Honoré has been trying to get his message out elsewhere, such as in USAToday on Jan. 15:
Retired general: U.S. aid effort too slow
WASHINGTON — The U.S. relief effort for Haiti started too slowly and cautiously, says a retired general who led the military relief effort on the Gulf Coast after Hurricanes Katrina and Rita.
"The next morning after the earthquake, as a military man of 37 years service, I assumed ... there would be airplanes delivering aid, not troops, but aid," said retired Lt. Gen.
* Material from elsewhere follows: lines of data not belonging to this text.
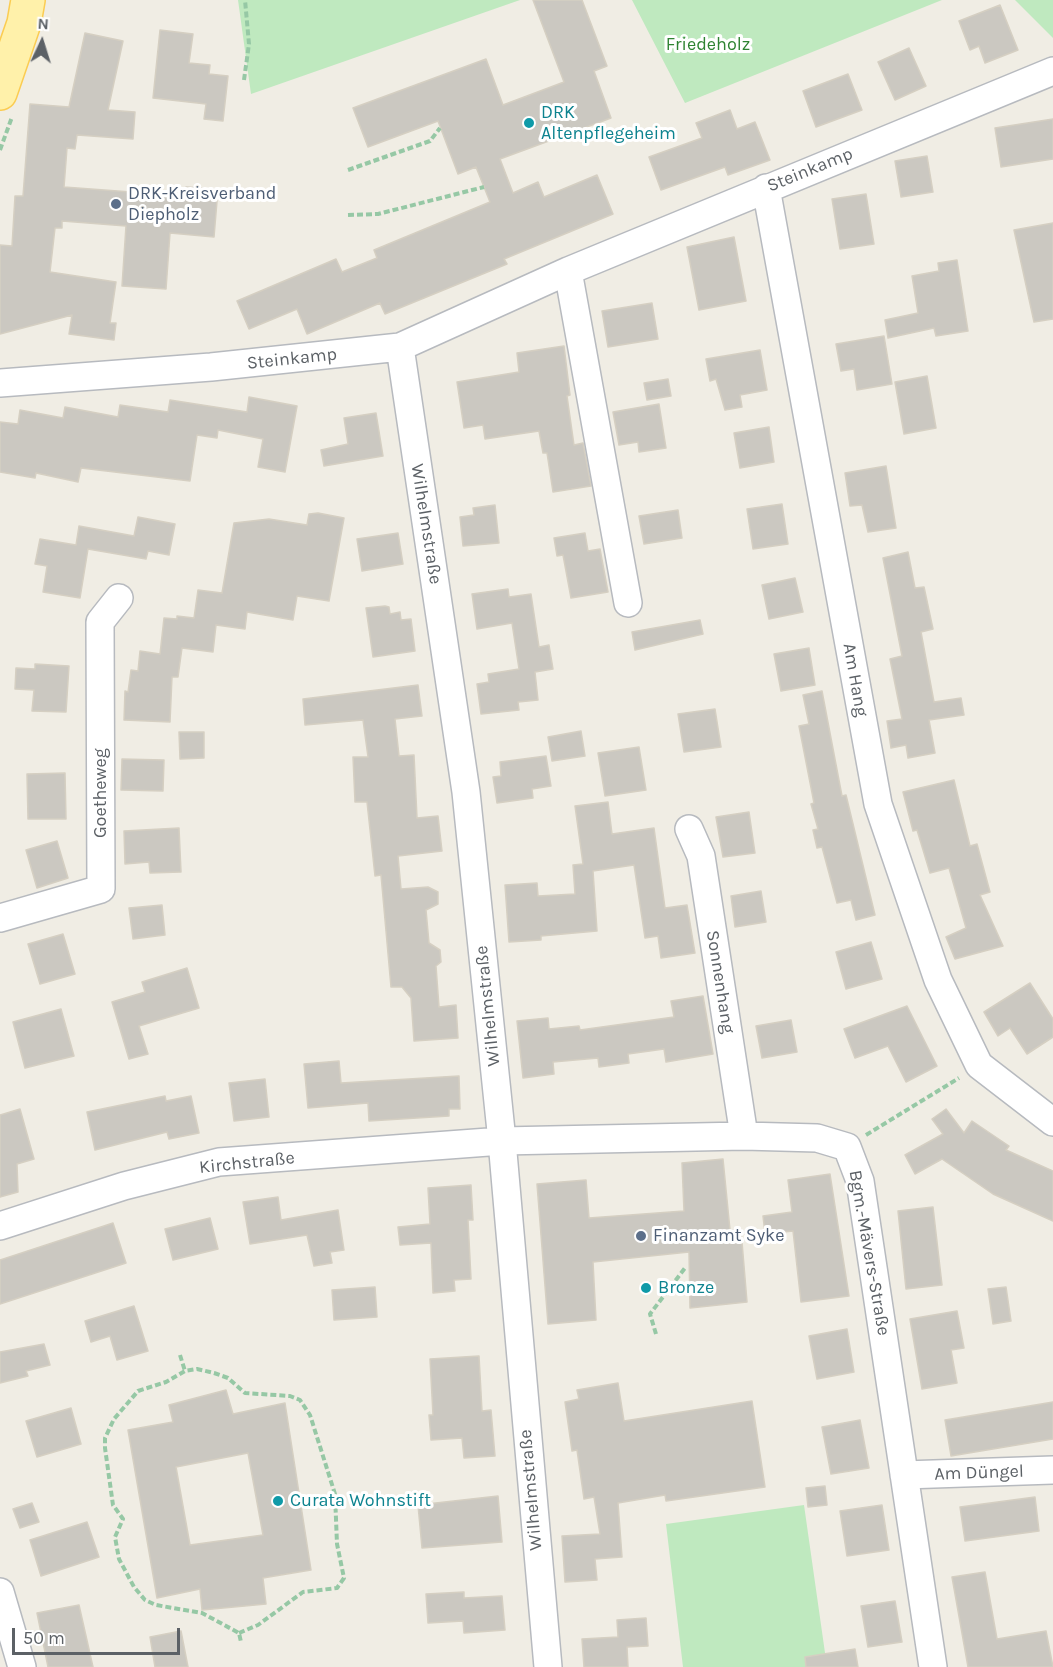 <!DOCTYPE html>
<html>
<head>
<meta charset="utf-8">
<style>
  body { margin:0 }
  #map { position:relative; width:1053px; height:1667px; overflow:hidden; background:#f0ede4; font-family:Karla,sans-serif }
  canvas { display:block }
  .north { position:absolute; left:12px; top:12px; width:60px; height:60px; -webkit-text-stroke:4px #fff; paint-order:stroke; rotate:4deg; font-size:16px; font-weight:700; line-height:24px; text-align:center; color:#5c6166 }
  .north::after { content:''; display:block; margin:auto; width:21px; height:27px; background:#5c6166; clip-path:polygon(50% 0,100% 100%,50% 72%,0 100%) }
  .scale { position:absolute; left:12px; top:1628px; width:168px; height:27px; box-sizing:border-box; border:3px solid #5c6166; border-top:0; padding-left:8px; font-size:18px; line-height:21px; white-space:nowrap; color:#5c6166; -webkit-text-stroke:4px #fff; paint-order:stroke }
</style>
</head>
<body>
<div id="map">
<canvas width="1053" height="1667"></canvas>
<div class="north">N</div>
<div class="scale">50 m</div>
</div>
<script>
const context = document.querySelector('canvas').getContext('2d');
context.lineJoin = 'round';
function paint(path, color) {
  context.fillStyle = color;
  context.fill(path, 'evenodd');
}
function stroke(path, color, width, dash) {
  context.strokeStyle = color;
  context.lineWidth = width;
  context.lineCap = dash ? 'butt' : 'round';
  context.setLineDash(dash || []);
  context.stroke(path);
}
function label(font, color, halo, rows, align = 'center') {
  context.font = font + ' Karla,sans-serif';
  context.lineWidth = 6;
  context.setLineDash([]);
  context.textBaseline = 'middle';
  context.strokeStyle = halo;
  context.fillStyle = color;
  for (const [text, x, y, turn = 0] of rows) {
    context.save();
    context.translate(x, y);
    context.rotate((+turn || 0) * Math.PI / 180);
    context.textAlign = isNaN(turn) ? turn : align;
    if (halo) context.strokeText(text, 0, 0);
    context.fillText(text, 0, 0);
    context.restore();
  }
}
paint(new Path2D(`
  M 238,0 L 520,0 L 251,94 Z
  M 632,0 L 942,0 L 685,103 Z
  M 1015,0 L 1053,0 L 1053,38 Z
  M 804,1505 L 827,1667 L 683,1667 L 666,1524 Z`), '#bfe9bf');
const building = new Path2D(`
  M 533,0 L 582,0 L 607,66 L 594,71 L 611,118 L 500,159 L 513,193 L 538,182 L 544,197 L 597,175 L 613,214 L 504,259 L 507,264 L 385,314 L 380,303 L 307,334 L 297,309 L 249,329 L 237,301 L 336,259 L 342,272 L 377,258 L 374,250 L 490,202 L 476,167 L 458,174 L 438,121 L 368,147 L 353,108 L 486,59 L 503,105 L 564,82 Z
  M 1000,5 L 1018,50 L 985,63 L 979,46 L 970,50 L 959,21 Z
  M 160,30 L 193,34 L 189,63 L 210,65 L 209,74 L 228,76 L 223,121 L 204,119 L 206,104 L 153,98 Z
  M 85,33 L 123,41 L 108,110 L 135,112 L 133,139 L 77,135 L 75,149 L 67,148 L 64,187 L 185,196 L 186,187 L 218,189 L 214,237 L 170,233 L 166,289 L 122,286 L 126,226 L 62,221 L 62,228 L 55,228 L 50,272 L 116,282 L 110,323 L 116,323 L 114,340 L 69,334 L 72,315 L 0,334 L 0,245 L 12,246 L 15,196 L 23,196 L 30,104 L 69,107 Z
  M 909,48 L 926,86 L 895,100 L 878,62 Z
  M 848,74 L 862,110 L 816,127 L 803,91 Z
  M 730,110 L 737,129 L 755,122 L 770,160 L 728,175 L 725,167 L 661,190 L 649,157 L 702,138 L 696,123 Z
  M 1053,119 L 1053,159 L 1001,167 L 995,128 Z
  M 927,156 L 933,192 L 901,197 L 895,161 Z
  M 866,194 L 874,244 L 840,249 L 832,199 Z
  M 1053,223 L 1053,319 L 1034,322 L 1014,230 Z
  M 734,237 L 746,301 L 699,310 L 687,247 Z
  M 957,260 L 968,331 L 936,336 L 934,328 L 888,338 L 885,320 L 918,313 L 912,276 L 939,271 L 938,263 Z
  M 652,303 L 658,339 L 608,347 L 602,311 Z
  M 884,336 L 892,384 L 857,390 L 854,369 L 841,371 L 836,344 Z
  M 564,346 L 570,395 L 567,396 L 574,445 L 583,443 L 591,486 L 553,492 L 547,453 L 543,453 L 539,431 L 485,439 L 483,425 L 464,428 L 457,382 L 519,372 L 517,353 Z
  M 760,350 L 767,390 L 740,395 L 742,407 L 725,410 L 716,379 L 710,381 L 706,359 Z
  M 927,376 L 936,428 L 904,434 L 895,382 Z
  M 668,379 L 671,396 L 647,400 L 644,383 Z
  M 249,397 L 297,406 L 285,472 L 258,467 L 263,439 L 218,430 L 217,438 L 197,435 L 190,481 L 81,468 L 78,482 L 36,473 L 35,478 L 0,472 L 0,422 L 18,424 L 20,410 L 63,418 L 65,407 L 118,417 L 120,405 L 168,412 L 170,400 L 247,412 Z
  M 659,404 L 666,448 L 639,452 L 638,442 L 619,445 L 613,412 Z
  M 376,413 L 383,456 L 324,466 L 321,450 L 348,444 L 344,418 Z
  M 769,427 L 774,462 L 740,468 L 734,433 Z
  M 886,466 L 896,528 L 868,532 L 862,505 L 850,506 L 845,473 Z
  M 782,504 L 788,544 L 753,549 L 747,509 Z
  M 495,505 L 499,543 L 463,546 L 460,517 L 474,515 L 473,508 Z
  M 678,510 L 682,538 L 644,544 L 639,516 Z
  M 318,513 L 344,518 L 329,601 L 297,596 L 293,620 L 247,612 L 245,629 L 216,625 L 213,652 L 182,648 L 178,677 L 172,677 L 170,722 L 124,720 L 125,691 L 128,692 L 131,670 L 138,671 L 140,651 L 160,654 L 164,618 L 177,619 L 177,616 L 194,618 L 198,590 L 222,593 L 234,523 L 269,519 L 307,525 L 309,514 Z
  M 138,517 L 175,524 L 169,555 L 148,551 L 146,559 L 88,549 L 80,598 L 43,592 L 47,566 L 35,564 L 40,539 L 76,545 L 79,526 L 134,536 Z
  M 398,533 L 403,564 L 362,571 L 357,539 Z
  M 585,533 L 588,551 L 600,549 L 608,592 L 571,598 L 563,555 L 557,556 L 554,538 Z
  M 908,552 L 915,588 L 924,587 L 933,629 L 921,632 L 934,702 L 961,698 L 964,715 L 929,720 L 935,753 L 908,758 L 906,745 L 891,748 L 887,721 L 902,719 L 890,659 L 902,656 L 883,558 Z
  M 795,578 L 803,612 L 769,619 L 762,585 Z
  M 508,589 L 509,597 L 531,594 L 539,647 L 549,645 L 553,669 L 535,672 L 538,700 L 518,702 L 519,710 L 481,714 L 477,684 L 489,682 L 488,674 L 519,669 L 512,623 L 477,629 L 472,594 Z
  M 385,606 L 389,607 L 390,614 L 400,612 L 401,620 L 411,619 L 415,651 L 373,657 L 366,608 Z
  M 700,620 L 703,634 L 635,650 L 632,632 Z
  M 809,648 L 815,685 L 781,691 L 774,654 Z
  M 35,664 L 69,666 L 66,712 L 32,711 L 34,690 L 15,689 L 16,668 L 35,669 Z
  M 418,685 L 422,716 L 395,719 L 399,756 L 414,755 L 417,818 L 438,816 L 442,851 L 398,856 L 401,889 L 428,887 L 438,892 L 438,904 L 426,910 L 429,943 L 440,950 L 441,962 L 436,966 L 439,1007 L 456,1005 L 458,1038 L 414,1041 L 411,998 L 402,987 L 391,987 L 381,875 L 375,876 L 367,802 L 355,802 L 353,757 L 368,757 L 363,720 L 305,725 L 303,699 Z
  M 822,691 L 842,796 L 846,795 L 875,915 L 856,920 L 851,900 L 837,903 L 822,847 L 817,848 L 813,830 L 818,829 L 811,804 L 814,803 L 799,726 L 809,724 L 803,695 Z
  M 715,709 L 721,747 L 684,752 L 678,714 Z
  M 581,731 L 585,756 L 552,761 L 548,737 Z
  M 179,732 L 204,732 L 204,758 L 180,759 Z
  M 639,747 L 646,790 L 605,796 L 598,753 Z
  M 546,756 L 551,786 L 532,789 L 533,798 L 497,803 L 493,777 L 501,776 L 500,762 Z
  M 122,759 L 164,760 L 163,791 L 121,790 Z
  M 65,773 L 66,819 L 28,819 L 27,774 Z
  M 954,780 L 970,846 L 977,844 L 990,892 L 980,895 L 1003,946 L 955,959 L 946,937 L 966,928 L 949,868 L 930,873 L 917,830 L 913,831 L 903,792 Z
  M 608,802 L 612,834 L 654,828 L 665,908 L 687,905 L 695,953 L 661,958 L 658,936 L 645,938 L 634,865 L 593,871 L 597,931 L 541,936 L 541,940 L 509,942 L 505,885 L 537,883 L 538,896 L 575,894 L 573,865 L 583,864 L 575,806 Z
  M 749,812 L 755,853 L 723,857 L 716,817 Z
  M 179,828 L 181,872 L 150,873 L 149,862 L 125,864 L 124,831 Z
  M 57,841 L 68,878 L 37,888 L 26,850 Z
  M 761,891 L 766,922 L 735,927 L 731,896 Z
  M 162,905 L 165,935 L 133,939 L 129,908 Z
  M 63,934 L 75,974 L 40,984 L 28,944 Z
  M 871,942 L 882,979 L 846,989 L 836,952 Z
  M 187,968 L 199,1008 L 139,1026 L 148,1054 L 129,1059 L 112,1002 L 145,992 L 142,982 Z
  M 1030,983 L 1053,1019 L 1053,1037 L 1027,1054 L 1010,1028 L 998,1036 L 984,1012 Z
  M 703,996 L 713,1054 L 666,1062 L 664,1049 L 628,1054 L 629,1063 L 599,1067 L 598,1058 L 553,1062 L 554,1074 L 523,1078 L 517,1021 L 548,1018 L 549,1029 L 579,1026 L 580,1030 L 674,1017 L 671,1001 Z
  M 907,1006 L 937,1066 L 906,1082 L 888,1046 L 855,1058 L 844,1029 Z
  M 61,1009 L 74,1056 L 25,1068 L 13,1022 Z
  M 791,1020 L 797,1052 L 762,1058 L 756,1026 Z
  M 339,1061 L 341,1083 L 459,1076 L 460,1109 L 449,1109 L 449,1116 L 369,1121 L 368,1103 L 308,1108 L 304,1064 Z
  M 265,1079 L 269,1117 L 234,1121 L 229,1083 Z
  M 165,1096 L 166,1101 L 191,1096 L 199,1133 L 169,1139 L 167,1132 L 95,1150 L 87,1112 Z
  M 20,1109 L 34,1159 L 17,1164 L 18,1192 L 0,1197 L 0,1115 Z
  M 946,1109 L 964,1133 L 972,1121 L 1009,1146 L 1006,1150 L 1053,1171 L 1053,1221 L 993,1194 L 942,1159 L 915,1174 L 905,1155 L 943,1134 L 932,1119 Z
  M 723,1159 L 730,1230 L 741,1230 L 747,1302 L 690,1308 L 689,1252 L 593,1262 L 596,1320 L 548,1324 L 537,1184 L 586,1180 L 589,1218 L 684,1211 L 682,1163 Z
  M 830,1174 L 849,1296 L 801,1302 L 793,1231 L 765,1234 L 763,1216 L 792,1212 L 788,1180 Z
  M 471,1185 L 473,1220 L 468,1220 L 471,1279 L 454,1280 L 455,1291 L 433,1293 L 431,1243 L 400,1245 L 398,1227 L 430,1224 L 428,1188 Z
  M 278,1197 L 281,1220 L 338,1210 L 344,1250 L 330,1252 L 332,1263 L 314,1266 L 307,1235 L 250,1244 L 243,1202 Z
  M 933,1207 L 942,1285 L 906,1289 L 898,1211 Z
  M 210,1218 L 218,1249 L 173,1260 L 165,1229 Z
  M 113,1223 L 126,1263 L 0,1304 L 0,1260 Z
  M 375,1287 L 377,1317 L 334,1320 L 332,1290 Z
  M 1006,1287 L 1011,1321 L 993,1324 L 988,1289 Z
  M 134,1306 L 148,1351 L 117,1360 L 110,1336 L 91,1342 L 85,1321 Z
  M 957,1311 L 964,1348 L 951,1350 L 957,1383 L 922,1389 L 910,1319 Z
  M 847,1329 L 854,1372 L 817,1379 L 809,1336 Z
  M 44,1344 L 50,1365 L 26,1371 L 28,1376 L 0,1383 L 0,1352 Z
  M 479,1356 L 482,1411 L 491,1410 L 495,1456 L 464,1458 L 462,1438 L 431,1440 L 429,1415 L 433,1415 L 430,1359 Z
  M 618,1383 L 624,1421 L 752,1401 L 765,1487 L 666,1501 L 665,1495 L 618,1503 L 622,1557 L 595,1559 L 597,1580 L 565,1582 L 562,1536 L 600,1534 L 594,1497 L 584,1499 L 577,1450 L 572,1451 L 565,1402 L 579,1399 L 577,1390 Z
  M 226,1390 L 233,1414 L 285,1403 L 311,1570 L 263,1578 L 266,1604 L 202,1610 L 200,1589 L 157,1598 L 128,1430 L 173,1422 L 169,1405 ZM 248,1453 L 263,1535 L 190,1545 L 176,1467 Z
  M 1053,1402 L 1053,1439 L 951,1456 L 945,1420 Z
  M 71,1408 L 81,1444 L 37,1457 L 26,1421 Z
  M 860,1420 L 869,1468 L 831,1474 L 822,1427 Z
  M 825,1486 L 827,1505 L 808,1507 L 806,1488 Z
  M 498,1496 L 502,1542 L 422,1548 L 418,1505 Z
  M 1035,1497 L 1039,1531 L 965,1541 L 960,1507 Z
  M 32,1503 L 39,1522 L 20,1528 L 13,1509 Z
  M 882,1505 L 889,1550 L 847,1556 L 840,1511 Z
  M 87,1522 L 99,1557 L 41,1576 L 30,1540 Z
  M 985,1572 L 997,1639 L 1046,1631 L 1053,1667 L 968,1667 L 952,1577 Z
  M 464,1592 L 464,1598 L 502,1596 L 505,1630 L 464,1633 L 463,1621 L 428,1623 L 426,1594 Z
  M 895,1601 L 902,1642 L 868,1647 L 861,1606 Z
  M 79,1605 L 93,1667 L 48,1667 L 37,1613 Z
  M 646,1618 L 648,1646 L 627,1647 L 628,1667 L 584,1667 L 582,1639 L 618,1637 L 617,1620 Z
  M 181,1631 L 188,1667 L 155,1667 L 150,1637 Z
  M 855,1649 L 858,1667 L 806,1667 L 805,1657 Z`);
paint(building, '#cbc8c1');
stroke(building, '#d5cfc2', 1.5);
const minor = new Path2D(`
  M 766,188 L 878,804 L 938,980 L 979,1065 L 1053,1122
  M 568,271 L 628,603
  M 400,347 L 466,792 L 502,1141 L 548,1667
  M 0,383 L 211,367 L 400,347 L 568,271 L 1053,71
  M 689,829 L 701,856 L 744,1136
  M 0,918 L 101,889 L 100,622 L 119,598
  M 0,1226 L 124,1186 L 219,1162 L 502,1141 L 744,1136 L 817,1138 L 847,1147 L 860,1181 L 933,1667
  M 904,1475 L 1053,1470
  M 0,1592 L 22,1667`);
const primary = new Path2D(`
  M 0,93 L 24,23 L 28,0`);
stroke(minor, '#b7babf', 30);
stroke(primary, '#fbcc52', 36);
stroke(new Path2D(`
  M 244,80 L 249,44 L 245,0
  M 0,150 L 12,117
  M 348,170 L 430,141 L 440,128
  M 348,215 L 378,214 L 484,187
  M 866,1135 L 959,1078
  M 656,1334 L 650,1314 L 685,1268
  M 180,1355 L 185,1371
  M 239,1633 L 258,1625 L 303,1592 L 337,1588 L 344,1578 L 337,1544 L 335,1494 L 310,1415 L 300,1400 L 290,1396 L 245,1393 L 228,1378 L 214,1373 L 197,1369 L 185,1371 L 166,1382 L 138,1391 L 114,1419 L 105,1438 L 105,1448 L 113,1505 L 123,1519 L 115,1537 L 119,1559 L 134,1587 L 145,1600 L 156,1605 L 202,1613 L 239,1633 L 241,1642`), '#96c8a5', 4, [6, 3]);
stroke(minor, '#fff', 27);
stroke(primary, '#fff1aa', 33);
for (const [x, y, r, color] of [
  [529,123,6,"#0f9aa8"],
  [116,204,6,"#5c6f8a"],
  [641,1236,6,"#5c6f8a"],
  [646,1288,6,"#0f9aa8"],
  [278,1501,6,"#0f9aa8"]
]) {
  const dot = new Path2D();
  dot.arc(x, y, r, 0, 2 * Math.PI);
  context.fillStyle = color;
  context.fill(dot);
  stroke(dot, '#fff', 2);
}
label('18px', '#2e8332', '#fff', [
  ["Friedeholz",708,45]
]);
label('18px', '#0d838f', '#fff', [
  ["DRK",541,113],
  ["Altenpflegeheim",541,134],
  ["Bronze",658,1288],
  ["Curata Wohnstift",290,1501]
], 'left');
label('18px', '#5c6166', '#fff', [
  ["Steinkamp",810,170,-22],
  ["Steinkamp",292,359,-6],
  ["Wilhelmstraße",426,524,81],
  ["Am Hang",855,680,80],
  ["Goetheweg",101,793,-90],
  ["Sonnenhang",720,982,81],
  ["Wilhelmstraße",488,1006,-96],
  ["Kirchstraße",247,1163,-6],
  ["Bgm.-Mävers-Straße",869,1253,80],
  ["Am Düngel",979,1473,-2],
  ["Wilhelmstraße",531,1490,-95]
]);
label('18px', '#4e5e75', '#fff', [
  ["DRK-Kreisverband",128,194],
  ["Diepholz",128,215],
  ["Finanzamt Syke",653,1236]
], 'left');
</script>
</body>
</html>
Russel Honore, who coordinated military operations after disaster struck the U.S. Gulf Coast in 2005. "What we saw instead was discussion about, 'Well we've got to send an assessment team in to see what the needs are.' And anytime I hear that, my head turns red."
The problem, Honore told USA TODAY, is that the State Department and the U.S. Agency for International Development, instead of the military, take the lead in international disaster response.
AIR FORCE BUSTLES: Battling chaos at Haiti's airport
"I was a little frustrated to hear that USAID was the lead agency," he said. "I respect them, but they're not a rapid deployment unit."
USAID immediately dispatched an assessment team and search-and-rescue teams, but there has still not been widespread distribution of food or water, three days after the Haiti earthquake.
In the first two days after Tuesday evening's quake, "we saw national media in, but we didn't see Air Force airplanes taking in food and water," Honore said. Nor were military doctors on the ground treating the injured, he said.
Unfortunately, there are some who, in their desire to cover for Obama, are trying to paper over the deliberately bass-ackwards approach of the US intervention into Haiti with talk about "logistics problems." Do not forget there is a racist and imperialist history here, and it's not just history.